[Saved data entries]
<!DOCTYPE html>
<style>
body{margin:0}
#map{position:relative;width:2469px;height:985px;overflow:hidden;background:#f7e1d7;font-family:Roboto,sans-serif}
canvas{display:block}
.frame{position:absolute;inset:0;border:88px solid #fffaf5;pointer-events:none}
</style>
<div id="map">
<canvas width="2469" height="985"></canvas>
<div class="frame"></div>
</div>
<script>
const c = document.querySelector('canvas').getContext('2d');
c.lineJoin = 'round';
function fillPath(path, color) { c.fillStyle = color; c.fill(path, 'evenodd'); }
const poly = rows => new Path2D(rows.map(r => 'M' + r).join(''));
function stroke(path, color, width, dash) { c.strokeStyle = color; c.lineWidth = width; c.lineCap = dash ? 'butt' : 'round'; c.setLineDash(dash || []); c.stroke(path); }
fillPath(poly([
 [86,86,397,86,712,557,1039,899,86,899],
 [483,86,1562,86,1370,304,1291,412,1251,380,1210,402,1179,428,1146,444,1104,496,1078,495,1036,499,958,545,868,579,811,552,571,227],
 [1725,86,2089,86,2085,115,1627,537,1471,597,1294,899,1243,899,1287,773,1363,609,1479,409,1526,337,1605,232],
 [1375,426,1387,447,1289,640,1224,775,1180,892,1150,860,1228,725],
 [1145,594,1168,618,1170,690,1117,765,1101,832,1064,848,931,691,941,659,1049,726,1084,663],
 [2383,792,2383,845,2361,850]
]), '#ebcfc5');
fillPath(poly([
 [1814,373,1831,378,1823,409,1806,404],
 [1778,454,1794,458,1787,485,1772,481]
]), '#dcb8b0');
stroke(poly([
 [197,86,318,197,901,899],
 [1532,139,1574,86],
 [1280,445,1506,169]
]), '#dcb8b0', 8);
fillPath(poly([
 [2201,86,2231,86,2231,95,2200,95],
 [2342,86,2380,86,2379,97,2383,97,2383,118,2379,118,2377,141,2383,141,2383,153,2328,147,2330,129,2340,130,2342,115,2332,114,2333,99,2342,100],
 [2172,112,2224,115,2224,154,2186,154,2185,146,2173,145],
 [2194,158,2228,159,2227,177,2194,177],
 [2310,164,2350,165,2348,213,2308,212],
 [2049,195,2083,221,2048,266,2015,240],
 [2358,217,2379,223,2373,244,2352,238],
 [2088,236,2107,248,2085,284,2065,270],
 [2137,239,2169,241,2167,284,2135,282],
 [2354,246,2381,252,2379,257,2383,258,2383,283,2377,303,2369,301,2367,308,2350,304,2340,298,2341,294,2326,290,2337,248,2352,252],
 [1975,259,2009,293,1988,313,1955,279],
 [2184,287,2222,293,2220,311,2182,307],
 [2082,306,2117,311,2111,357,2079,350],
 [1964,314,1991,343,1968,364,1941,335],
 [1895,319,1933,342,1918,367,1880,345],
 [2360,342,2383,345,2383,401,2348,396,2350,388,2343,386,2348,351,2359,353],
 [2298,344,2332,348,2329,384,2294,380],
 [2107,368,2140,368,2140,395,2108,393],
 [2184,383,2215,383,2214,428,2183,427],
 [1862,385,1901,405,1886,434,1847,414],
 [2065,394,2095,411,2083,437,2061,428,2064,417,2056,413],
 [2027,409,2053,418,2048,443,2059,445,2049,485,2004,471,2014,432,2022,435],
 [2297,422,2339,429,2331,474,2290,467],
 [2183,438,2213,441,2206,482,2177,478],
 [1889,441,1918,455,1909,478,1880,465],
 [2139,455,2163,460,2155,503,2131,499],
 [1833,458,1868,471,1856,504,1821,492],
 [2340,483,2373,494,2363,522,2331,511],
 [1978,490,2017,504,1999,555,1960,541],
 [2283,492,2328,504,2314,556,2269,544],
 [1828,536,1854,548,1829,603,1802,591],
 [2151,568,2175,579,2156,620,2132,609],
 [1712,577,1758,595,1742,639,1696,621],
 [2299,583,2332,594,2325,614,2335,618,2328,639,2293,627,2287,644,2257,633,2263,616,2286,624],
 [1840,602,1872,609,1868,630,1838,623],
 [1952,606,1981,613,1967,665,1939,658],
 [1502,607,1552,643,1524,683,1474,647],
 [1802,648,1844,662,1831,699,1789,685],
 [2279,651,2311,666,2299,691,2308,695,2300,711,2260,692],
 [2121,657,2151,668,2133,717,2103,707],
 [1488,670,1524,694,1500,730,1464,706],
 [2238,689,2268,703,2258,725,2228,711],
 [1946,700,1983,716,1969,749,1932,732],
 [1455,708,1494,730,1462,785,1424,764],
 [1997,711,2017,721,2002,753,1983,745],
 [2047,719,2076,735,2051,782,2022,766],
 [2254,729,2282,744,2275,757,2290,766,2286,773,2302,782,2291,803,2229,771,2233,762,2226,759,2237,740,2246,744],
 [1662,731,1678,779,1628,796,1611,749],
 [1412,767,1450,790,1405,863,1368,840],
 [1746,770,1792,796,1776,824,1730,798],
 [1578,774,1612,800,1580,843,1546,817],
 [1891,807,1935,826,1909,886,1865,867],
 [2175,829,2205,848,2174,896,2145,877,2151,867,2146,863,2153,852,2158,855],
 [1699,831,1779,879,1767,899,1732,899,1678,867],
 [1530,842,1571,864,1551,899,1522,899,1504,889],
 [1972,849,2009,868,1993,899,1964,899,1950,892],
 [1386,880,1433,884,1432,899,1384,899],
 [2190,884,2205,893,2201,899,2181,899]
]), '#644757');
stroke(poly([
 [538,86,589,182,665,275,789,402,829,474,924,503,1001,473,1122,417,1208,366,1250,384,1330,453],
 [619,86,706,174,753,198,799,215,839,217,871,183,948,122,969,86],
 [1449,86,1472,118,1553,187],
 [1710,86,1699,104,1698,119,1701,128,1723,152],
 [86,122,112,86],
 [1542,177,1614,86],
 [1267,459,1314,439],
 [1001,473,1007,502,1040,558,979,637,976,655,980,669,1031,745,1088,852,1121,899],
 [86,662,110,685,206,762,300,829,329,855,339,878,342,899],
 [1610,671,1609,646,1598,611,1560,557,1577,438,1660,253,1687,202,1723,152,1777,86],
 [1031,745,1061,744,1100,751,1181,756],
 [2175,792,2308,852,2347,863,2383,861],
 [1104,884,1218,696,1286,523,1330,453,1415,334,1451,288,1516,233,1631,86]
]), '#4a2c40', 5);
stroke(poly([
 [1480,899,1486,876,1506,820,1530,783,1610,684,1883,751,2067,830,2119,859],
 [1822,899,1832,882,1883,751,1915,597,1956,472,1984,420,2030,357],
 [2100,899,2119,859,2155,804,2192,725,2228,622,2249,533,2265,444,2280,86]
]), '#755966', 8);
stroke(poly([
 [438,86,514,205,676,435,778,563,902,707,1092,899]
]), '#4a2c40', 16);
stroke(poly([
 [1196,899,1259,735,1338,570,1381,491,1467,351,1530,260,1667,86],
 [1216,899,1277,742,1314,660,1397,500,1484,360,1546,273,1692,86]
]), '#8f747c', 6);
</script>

:: GOAL OF THE EXERCISE ::
Please return every line in the data that includes the string "const".

:: EXERCISE OUTPUT ::
const c = document.querySelector('canvas').getContext('2d');
const poly = rows => new Path2D(rows.map(r => 'M' + r).join(''));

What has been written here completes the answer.